Les projets ACV sur le terrain
Plusieurs projets illustrent les nouvelles possibilités offertes par ACV.
Reconversion de friches
La ville et l’agglomération d’Angoulême ont signé fin 2022 une convention d’étude sur la sobriété foncière. Une subvention pour l’étude ingénierie aidera à dessiner les perspectives de réemploi des friches déjà recensées par la collectivité, par le biais de renaturation, de densification urbaine, d’installation d’équipements publics.
Appelés à être réhabilités et remodelés, l’ancienne usine de la Poudrerie et le quartier des Trois Chênes occupent près de 10 % de la surface de la ville.
Restructuration commerciale et entrées de ville
La ville de Grasse réfléchit à mieux aménager ses entrées afin de pouvoir accueillir des entreprises de parfumerie. Enfin, à Cahors, la question porte sur la requalification d’un ensemble de zones artisanales et commerciales situées au sud de la ville, dans un défilé qui présente un risque de submersion – inondation.
Le programme ACV en chiffres
234 communes métropolitaines et ultramarines sont concernées par le programme « Action Cœur de Ville »
23 % de la population française vit dans les villes moyennes
26 % de l’emploi en France y est concentré
15 % moyenne de fréquentation des centres-villes ACV, contre +2 % dans les villes non labellisées (source : Cour des comptes)
L’analyse du Sénat et de la Cour des comptes
En septembre 2022, le Sénat et la Cour des comptes rendirent leurs observations sur Action Cœur de Ville. La Chambre haute déclare que ce programme « permet de lancer, accélérer ou structurer une dynamique locale de revitalisation du territoire qui part des besoins et des projets du terrain et intègre des problématiques nouvelles, comme celle de la transition environnementale ».

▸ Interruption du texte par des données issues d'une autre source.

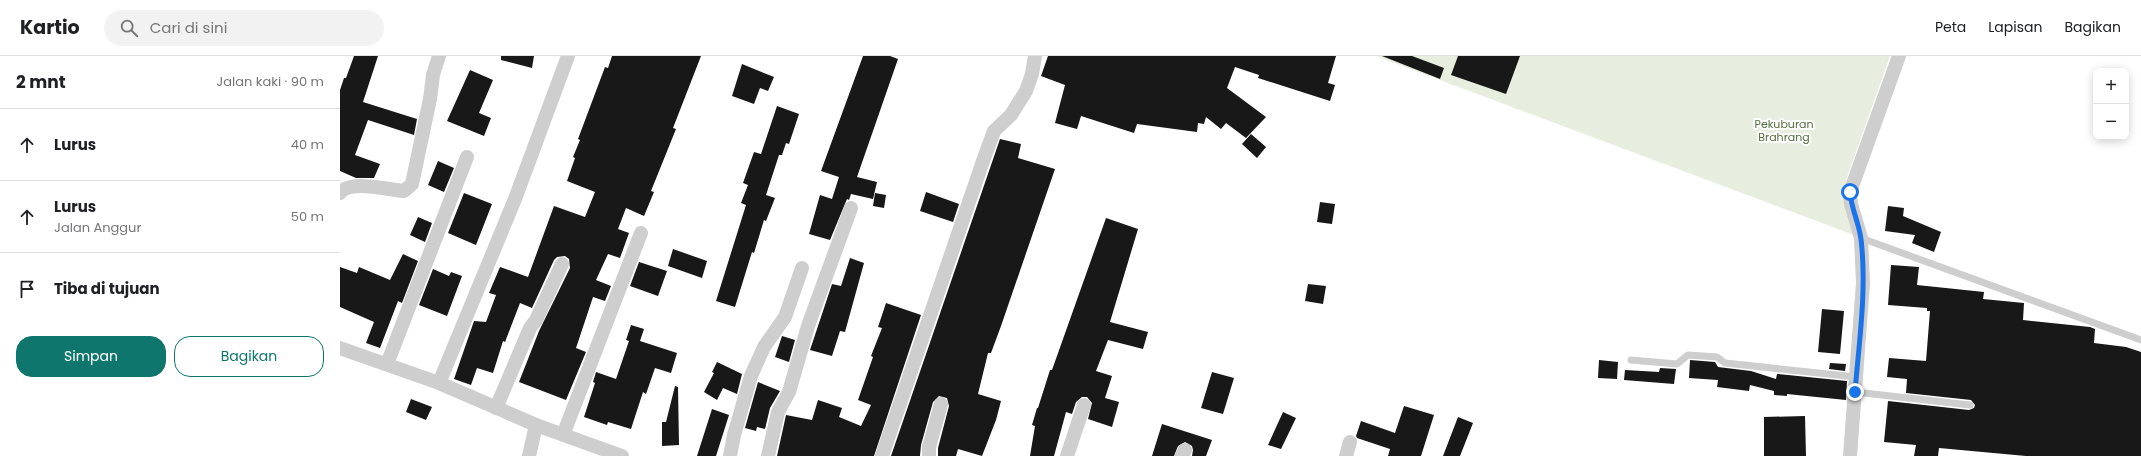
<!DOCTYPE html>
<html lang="id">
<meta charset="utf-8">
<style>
body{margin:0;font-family:Poppins,sans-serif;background:#f2f2f2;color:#202124}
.controls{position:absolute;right:12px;top:12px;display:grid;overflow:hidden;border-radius:8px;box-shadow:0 2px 10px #0003}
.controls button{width:36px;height:36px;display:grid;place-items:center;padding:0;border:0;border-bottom:1px solid #e0e0e0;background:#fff;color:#202124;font:20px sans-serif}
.stop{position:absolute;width:12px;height:12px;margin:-9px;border:3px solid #1a73e8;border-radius:50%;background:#fff}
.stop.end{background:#1a73e8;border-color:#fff;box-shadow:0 1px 4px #0008}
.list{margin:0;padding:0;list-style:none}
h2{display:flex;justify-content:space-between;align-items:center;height:52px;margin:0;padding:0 16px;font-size:17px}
h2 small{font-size:13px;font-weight:400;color:#757577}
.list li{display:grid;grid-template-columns:26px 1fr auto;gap:12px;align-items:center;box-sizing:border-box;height:72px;padding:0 16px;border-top:1px solid #e0e0e0}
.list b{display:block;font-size:15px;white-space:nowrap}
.list p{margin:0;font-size:13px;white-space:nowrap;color:#757577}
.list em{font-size:13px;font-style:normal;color:#757577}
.actions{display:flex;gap:8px;padding:12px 16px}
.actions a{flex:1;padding:9px 0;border:1px solid #0f766e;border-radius:16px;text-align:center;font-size:14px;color:#0f766e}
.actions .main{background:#0f766e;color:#fff}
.icon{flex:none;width:22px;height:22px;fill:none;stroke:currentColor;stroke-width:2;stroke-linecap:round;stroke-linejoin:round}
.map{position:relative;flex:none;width:1801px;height:400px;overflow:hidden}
header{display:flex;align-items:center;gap:24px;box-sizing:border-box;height:56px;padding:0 20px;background:#fff;border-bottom:1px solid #e0e0e0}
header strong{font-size:19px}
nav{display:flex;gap:22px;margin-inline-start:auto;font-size:14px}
.search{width:280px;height:36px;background:#f2f2f2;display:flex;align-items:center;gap:10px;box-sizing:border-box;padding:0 14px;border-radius:22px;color:#757577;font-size:15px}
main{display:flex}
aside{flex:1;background:#fff}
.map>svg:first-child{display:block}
.green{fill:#e7eedf}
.building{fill:#181818}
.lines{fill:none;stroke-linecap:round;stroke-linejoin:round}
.lane{stroke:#cecece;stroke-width:7}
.street{stroke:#cecece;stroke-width:14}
.route{stroke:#1a73e8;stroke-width:5}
.labels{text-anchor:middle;stroke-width:4;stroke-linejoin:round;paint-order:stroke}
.park-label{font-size:11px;fill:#536e3d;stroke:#fff}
</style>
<header>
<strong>Kartio</strong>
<div class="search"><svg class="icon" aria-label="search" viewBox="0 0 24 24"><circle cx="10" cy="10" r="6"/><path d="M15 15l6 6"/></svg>Cari di sini</div>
<nav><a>Peta</a><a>Lapisan</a><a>Bagikan</a></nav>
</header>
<main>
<aside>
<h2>2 mnt<small>Jalan kaki · 90 m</small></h2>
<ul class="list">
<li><svg class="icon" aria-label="ahead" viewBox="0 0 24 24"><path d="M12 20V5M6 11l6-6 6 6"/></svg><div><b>Lurus</b></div><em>40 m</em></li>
<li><svg class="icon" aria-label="ahead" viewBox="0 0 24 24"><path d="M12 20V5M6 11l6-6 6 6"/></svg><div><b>Lurus</b><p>Jalan Anggur</p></div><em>50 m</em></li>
<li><svg class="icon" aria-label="arrive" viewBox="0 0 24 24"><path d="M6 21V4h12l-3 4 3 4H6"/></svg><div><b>Tiba di tujuan</b></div></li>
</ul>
<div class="actions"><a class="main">Simpan</a><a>Bagikan</a></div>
</aside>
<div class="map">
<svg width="1801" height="400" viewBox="0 0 1801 400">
<rect width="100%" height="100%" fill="#fff"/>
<path class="green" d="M1036,0H1550L1506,124L1514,179Z"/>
<path class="building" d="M14,0H38L23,46L77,63L74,79L28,64L15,99L40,108L34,122H16L0,115V34L4,22H6Z
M161,0H194L192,12L161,4Z
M272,0H361L333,72L336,73L311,135L314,136L304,160L286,152L278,173L289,177L280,202L268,198L256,224L271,230L265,245L253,241L236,292L246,296L226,344L179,326L199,275L230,212L229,203L225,200L217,201L214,204L192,252L180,247L165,286L163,285L153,317L137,312L131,329L114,323L134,265L146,266L156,239L149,237L160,211L188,221L214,150L245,161L255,136L227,125L235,102L233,101L240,84L238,83L265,11L268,12Z
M523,0H550L558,3L517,121L537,126L533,143L511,138L509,144L507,143L490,184L469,178L480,139L492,143L499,121L481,115Z
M708,0H996L988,27L995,29L990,45L918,22L919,19L895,11L887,32L926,61L906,82L886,67L881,73L866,61L864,68L858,67L857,76L797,68L794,77L741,60L737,73L715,67L725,29L701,20Z
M1042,0H1072L1104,12L1100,23Z
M1118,0H1180L1166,38L1111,19Z
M402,8L434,21L428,35L420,32L414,48L392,40Z
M130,14L153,24L139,57L151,62L144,80L107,65Z
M437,50L459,58L449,88L446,87L442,99H439L426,139L435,142L426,165L424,164L414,197L412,196L395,251L376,245L406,149L401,147L408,129L403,127L414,96L421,98Z
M911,78L926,91L917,102L902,88Z
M660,83L681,88L678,102L715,113L661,270L651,297H648L638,338L661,345L656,364L642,400L618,393L616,400H598V392L609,350L607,342L599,340L593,346L581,389L580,400H551Z
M98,105L114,112L104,136L88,129Z
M586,136L619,148L613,166L580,155Z
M124,137L152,148L136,189L108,177Z
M535,137L546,139L544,152L533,150Z
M980,146L995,148L992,168L977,166Z
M1548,150L1564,152L1563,160L1601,176L1594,196L1572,187L1575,179L1545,175Z
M78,161L92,167L85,186L70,179Z
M766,162L798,173L770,266L808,276L803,293L768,284L756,315L772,320L765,342L779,346L772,371L748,363L752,347L747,341H742L736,346L732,358L726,356L714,400H690L695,370L692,369L697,352H698L710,314H712Z
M333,193L367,205L362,222L328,210Z
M63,198L78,205L62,247L58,245L40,292L26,287L34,266L0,251V211L17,217L19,211L50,224Z
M510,202L524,207L505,276L500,275L492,300L470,294L492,228L501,230Z
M299,206L327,215L318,240L290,230Z
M1551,209L1579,211L1577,229L1644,236L1643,243L1684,247L1683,264L1750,271L1755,273L1754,287L1786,291L1801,296V400H1686L1599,392L1598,400H1574L1576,389L1544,386L1548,345L1629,354L1634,352L1635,349L1631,344L1566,337L1567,323L1547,321L1549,302L1586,305L1590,255H1587V252L1548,249Z
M93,213L109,220L111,216L122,220L107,260L79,249Z
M968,228L986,230L983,248L965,245Z
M546,247L581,259L534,400H437L446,359L472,364L478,344L502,352L499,361L521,370L531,349L518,344L533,301L531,300L542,272L538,271Z
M1482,253L1504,255L1500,298L1478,296Z
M291,269L304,273L300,285L337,297L331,317L315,312L306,338L303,336L291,373L268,366L267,369L244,361L255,327L253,326L256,316L276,323L289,285L286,284Z
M442,280L455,284L449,306L435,301Z
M1259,304L1278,306L1277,323L1258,322Z
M1350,304L1375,306L1378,311L1411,315L1436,323L1437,318L1507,325L1506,344L1447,338V340L1434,339V335L1410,329L1409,335L1377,331L1378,324L1349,322Z
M377,306L402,318L397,338L383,332L377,344L364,336L374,317L372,316Z
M1490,307L1506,308L1505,315L1489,313Z
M1320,312L1336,313L1334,328L1284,324L1285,314L1319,316Z
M872,316L894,322L883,358L861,352Z
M418,326L440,335L430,352L425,373L417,371L416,375L405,372Z
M335,330L338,331L339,389L322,390V366H326Z
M71,343L92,351L86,364L66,356Z
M1064,350L1094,359L1081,400H1048L1050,393L1017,382L1016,380L1021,365L1055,377Z
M372,353L389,359L376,400H357Z
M943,356L956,362L941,393L928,389Z
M1465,360L1466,400H1424V361Z
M1118,361L1133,367L1120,400H1103Z
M822,368L872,384L866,400H852L853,394L852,390L845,386L838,390L834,400H812Z"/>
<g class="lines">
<path class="lane" d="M1521,182L1801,284
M1291,304L1337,308L1348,299L1377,301L1385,307L1516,321
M1515,336L1630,349"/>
<path class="street" d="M0,137C10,123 48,134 64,135L72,128L90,43L93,19L99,0
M0,292L99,327L196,369L282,400
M47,308L127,101
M99,327L175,143L228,0
M156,352L190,272L196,264L222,208
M223,379L301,177
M189,400L196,369
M390,400L394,379L411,320L424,291L445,261L462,212
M428,400L438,356L449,336L468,270L511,152
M542,400L643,105L654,75L671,59L686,35L692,18L695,0
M589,400V391L601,348
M727,400L744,349
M842,400L845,394
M1006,400L1010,386
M1510,400L1523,227L1521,182L1511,148L1510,136L1559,0"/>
</g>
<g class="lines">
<path class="route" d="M1510,136C1511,152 1519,167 1521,183C1527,234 1519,286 1515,336"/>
</g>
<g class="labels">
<g class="park-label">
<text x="1444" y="72">Pekuburan<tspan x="1444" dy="13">Brahrang</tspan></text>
</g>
</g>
</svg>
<div class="controls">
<button>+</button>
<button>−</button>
</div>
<div class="stop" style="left:1510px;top:136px"></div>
<div class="stop end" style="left:1515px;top:336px"></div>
</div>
</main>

La Cour des comptes écrit que le programme « semble avoir créé une réelle dynamique en facilitant le développement de projets structurants portés par les maires […]. Il a conduit les différents partenaires du programme à adapter leurs moyens et leurs méthodes à ces priorités ».

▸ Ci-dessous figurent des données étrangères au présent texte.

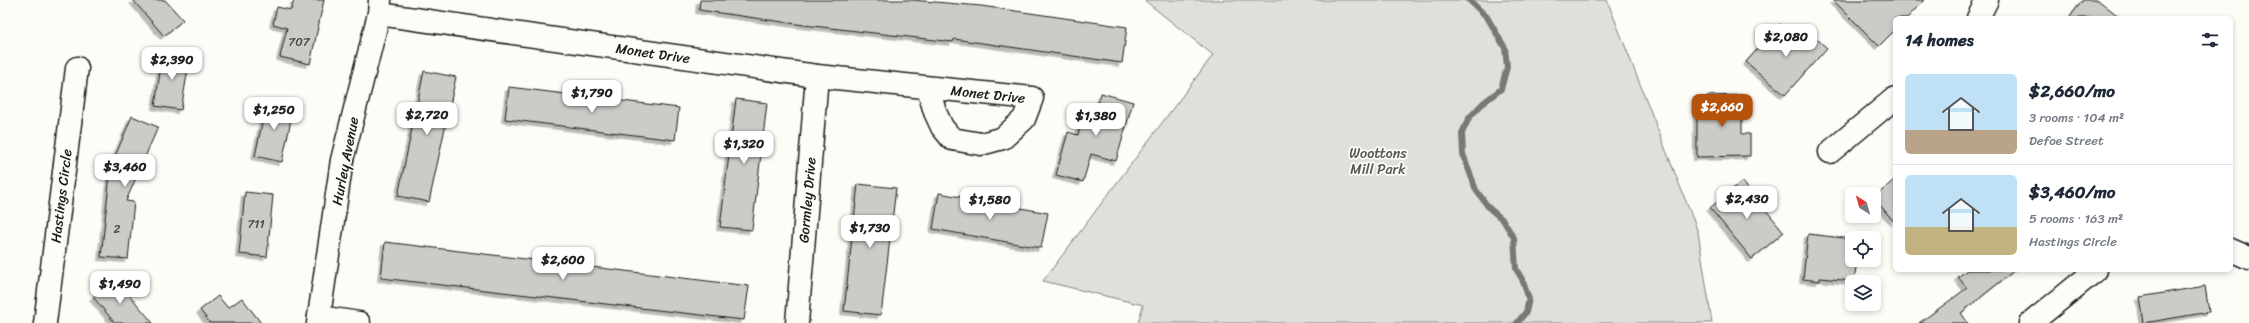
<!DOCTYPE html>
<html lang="en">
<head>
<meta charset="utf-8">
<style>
	:root { --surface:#fff; --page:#f6f6f7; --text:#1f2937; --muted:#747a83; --line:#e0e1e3; --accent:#b45309 }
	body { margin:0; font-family:Sriracha,sans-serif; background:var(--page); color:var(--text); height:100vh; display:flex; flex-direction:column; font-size:15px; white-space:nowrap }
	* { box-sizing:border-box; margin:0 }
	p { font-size:13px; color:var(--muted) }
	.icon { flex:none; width:22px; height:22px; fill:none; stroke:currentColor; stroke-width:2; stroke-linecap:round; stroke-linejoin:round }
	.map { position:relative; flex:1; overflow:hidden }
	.sheet { position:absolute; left:1893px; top:16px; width:340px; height:256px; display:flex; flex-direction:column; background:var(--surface); border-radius:6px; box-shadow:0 2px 6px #0003 }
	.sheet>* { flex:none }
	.needle { width:26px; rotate:323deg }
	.fabs { position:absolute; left:1845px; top:187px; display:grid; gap:8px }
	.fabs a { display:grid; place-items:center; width:36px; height:36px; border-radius:6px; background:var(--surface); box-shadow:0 2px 6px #0003; font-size:20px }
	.price { position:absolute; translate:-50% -34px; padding:0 9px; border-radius:8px; background:#fff; color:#222; font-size:13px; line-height:26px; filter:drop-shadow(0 1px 2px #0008) }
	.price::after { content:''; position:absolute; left:50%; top:24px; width:12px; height:9px; margin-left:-6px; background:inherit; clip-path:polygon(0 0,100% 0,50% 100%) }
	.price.current { background:var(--accent); color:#fff }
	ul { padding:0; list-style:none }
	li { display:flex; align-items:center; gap:12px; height:100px; padding:0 12px }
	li+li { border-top:1px solid var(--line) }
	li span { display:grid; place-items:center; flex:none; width:112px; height:80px; border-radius:6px; color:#555 }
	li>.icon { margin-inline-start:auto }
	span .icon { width:48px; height:48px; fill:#fffc; stroke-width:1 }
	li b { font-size:17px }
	h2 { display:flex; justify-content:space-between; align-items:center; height:48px; padding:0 12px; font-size:17px }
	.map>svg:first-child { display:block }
	.green { fill:#e0dfdb; stroke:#7e7e7c }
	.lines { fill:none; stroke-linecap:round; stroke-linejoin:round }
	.stream { stroke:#797876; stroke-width:6 }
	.building { fill:#cccbc8; stroke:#1c1c1c; filter:url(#shadow) }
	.minor-casing { stroke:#1c1c1c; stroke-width:25 }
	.tertiary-casing { stroke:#1c1c1c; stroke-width:25 }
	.minor { stroke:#fdfcf7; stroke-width:22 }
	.tertiary { stroke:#fdfcf7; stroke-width:22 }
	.labels { text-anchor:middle; stroke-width:3.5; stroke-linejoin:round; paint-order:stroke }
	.number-label { font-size:12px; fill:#484847 }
	.street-label { font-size:14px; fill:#1c1c1c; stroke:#fdfcf7 }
	.park-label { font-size:14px; fill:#575655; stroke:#fdfcf7 }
</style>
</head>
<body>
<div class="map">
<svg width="2249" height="323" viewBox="0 0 2249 323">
	<defs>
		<filter id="shadow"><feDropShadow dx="-3.5" dy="3.5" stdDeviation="0" flood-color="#0004"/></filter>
	</defs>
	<rect width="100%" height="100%" fill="#fdfcf7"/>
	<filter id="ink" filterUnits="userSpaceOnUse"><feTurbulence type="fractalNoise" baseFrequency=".025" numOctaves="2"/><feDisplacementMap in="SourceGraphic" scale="8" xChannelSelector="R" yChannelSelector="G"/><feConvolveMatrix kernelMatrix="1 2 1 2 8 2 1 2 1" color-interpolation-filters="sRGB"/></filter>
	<g filter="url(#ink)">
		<polygon class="green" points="1144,0 1607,0 1698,232 1712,323 1138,323 1143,305 1043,281 1213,55"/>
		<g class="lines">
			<polyline class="stream" points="1469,0 1487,17 1505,48 1507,67 1501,89 1483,103 1469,118 1462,133 1463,154 1476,190 1489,208 1503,220 1514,238 1516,269 1522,279 1529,299 1526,312 1517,323"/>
		</g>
		<g class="building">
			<polygon points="133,0 165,0 183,20 164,36"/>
			<polygon points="294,0 324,0 310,64 280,57 287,28 273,24 277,7 291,10"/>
			<polygon points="700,0 912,0 981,6 1127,27 1122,63 954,39 953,42 804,25 699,10"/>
			<polygon points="1833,0 1924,0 1907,18 1895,18 1895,30 1879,46"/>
			<polygon points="2083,0 2098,0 2121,18 2069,18"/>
			<polygon points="1780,24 1800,42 1809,32 1827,48 1785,95 1746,62"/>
			<polygon points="163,52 190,57 181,110 155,106"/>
			<polygon points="424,71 456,77 429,202 398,196"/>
			<polygon points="509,87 679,108 675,140 505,119"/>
			<polygon points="1101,93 1133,102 1116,161 1091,154 1083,182 1056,175 1068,132 1078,135 1084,113 1095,116"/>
			<polygon points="1742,95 1742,134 1750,134 1750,156 1697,157 1697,109 1707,109 1707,96"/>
			<polygon points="736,99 767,103 752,230 720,227"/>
			<polygon points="267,100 294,106 282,162 255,156"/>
			<polygon points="132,116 158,127 126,201 134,202 128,259 101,257 110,174 108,173"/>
			<polygon points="1895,179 1895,223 1874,198"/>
			<polygon points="1742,181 1784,232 1752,259 1710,208"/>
			<polygon points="858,184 896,188 881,315 844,311"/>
			<polygon points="245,192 273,195 267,257 239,254"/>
			<polygon points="939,193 1048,213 1041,248 933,229"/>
			<polygon points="1808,234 1852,239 1852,260 1857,260 1854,281 1820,278 1820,281 1803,279"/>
			<polygon points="385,242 749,286 744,320 381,278"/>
			<polygon points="1967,270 2015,270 1961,313 1968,323 1919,323 1967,288 1958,277"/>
			<polygon points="115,278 153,323 115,323 93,297"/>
			<polygon points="2205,286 2209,312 2144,323 2140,297"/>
			<polygon points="218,296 228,308 242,298 261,323 210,323 200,310"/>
		</g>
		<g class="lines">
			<g class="minor-casing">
				<g id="minor">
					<polyline points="379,14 817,76 1032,98 1024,119 1003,138 981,144 952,139 942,127 935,112 928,88"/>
					<polyline points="1978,18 1987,0"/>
					<polyline points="1830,152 1895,98"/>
					<polyline points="2231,250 2249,258"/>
					<polyline points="319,317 359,323"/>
					<polyline points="45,323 77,68"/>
					<polyline points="797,323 817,76"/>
					<polyline points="2031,323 2096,270"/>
				</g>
			</g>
			<g class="tertiary-casing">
				<polyline id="tertiary" points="318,323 342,160 379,14 380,0"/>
			</g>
			<use href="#minor" class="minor"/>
			<use href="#tertiary" class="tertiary"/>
		</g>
	</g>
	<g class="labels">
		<g class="number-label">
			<text x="299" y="46">707</text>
			<text x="256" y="228">711</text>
			<text x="117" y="233">2</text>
		</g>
		<g class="street-label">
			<text transform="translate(653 53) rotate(8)" y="5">Monet Drive</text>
			<text transform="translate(988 94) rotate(6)" y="5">Monet Drive</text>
			<text transform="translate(345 161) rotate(-79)" y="5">Hurley Avenue</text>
			<text transform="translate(61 196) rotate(-83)" y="5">Hastings Circle</text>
			<text transform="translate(807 200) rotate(-85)" y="5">Gormley Drive</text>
		</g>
		<g class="park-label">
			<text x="1378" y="158">Woottons<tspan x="1378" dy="16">Mill Park</tspan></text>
		</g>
	</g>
</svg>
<div class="fabs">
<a><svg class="needle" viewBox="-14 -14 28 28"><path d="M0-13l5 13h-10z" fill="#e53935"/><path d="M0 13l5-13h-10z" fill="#747a83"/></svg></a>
<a><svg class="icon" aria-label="locate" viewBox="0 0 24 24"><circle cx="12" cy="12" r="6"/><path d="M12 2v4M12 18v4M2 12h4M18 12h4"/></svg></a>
<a><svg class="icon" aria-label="layers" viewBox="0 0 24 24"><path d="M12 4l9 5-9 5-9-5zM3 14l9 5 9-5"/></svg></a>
</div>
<b class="price" style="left:1786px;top:58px">$2,080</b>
<b class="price" style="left:172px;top:81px">$2,390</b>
<b class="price" style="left:592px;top:114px">$1,790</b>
<b class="price current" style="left:1722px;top:128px">$2,660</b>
<b class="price" style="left:274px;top:131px">$1,250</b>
<b class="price" style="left:427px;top:136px">$2,720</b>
<b class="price" style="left:1096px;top:137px">$1,380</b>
<b class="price" style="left:744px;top:165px">$1,320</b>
<b class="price" style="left:125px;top:188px">$3,460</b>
<b class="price" style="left:1747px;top:220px">$2,430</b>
<b class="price" style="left:990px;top:221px">$1,580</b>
<b class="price" style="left:870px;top:249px">$1,730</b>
<b class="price" style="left:563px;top:281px">$2,600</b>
<b class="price" style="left:120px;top:305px">$1,490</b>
<section class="sheet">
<h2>14 homes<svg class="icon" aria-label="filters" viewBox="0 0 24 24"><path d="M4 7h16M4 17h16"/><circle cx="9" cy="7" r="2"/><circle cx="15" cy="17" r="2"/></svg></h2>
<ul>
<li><span style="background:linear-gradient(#bfe0f5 70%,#b9a48a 0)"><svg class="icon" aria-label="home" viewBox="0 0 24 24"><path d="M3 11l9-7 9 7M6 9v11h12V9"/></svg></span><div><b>$2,660/mo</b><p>3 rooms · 104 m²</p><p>Defoe Street</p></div></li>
<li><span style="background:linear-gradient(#bfe0f5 65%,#c2b280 0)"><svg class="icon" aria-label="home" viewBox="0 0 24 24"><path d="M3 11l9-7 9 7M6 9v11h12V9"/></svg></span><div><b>$3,460/mo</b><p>5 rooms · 163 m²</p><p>Hastings Circle</p></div></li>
</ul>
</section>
</div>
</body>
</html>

La carte des villes bénéficiaires du programme
Frédéric Gibert
Responsable du programme Action Cœur de Ville et du plan Commerces à La Banque des Territoires
Diplômé d’un master II de l’Institut français d’urbanisme et d’un mastère de l’École spéciale des travaux publics, Frédéric Gibert a exercé durant sept ans comme chef de projet chez Logirep, puis pendant six ans en tant que chef de projet à la SEM 92. Avant de rejoindre la Caisse des dépôts en 2016, il fut deux ans consultant en aménagement et urbanisme à la SCET.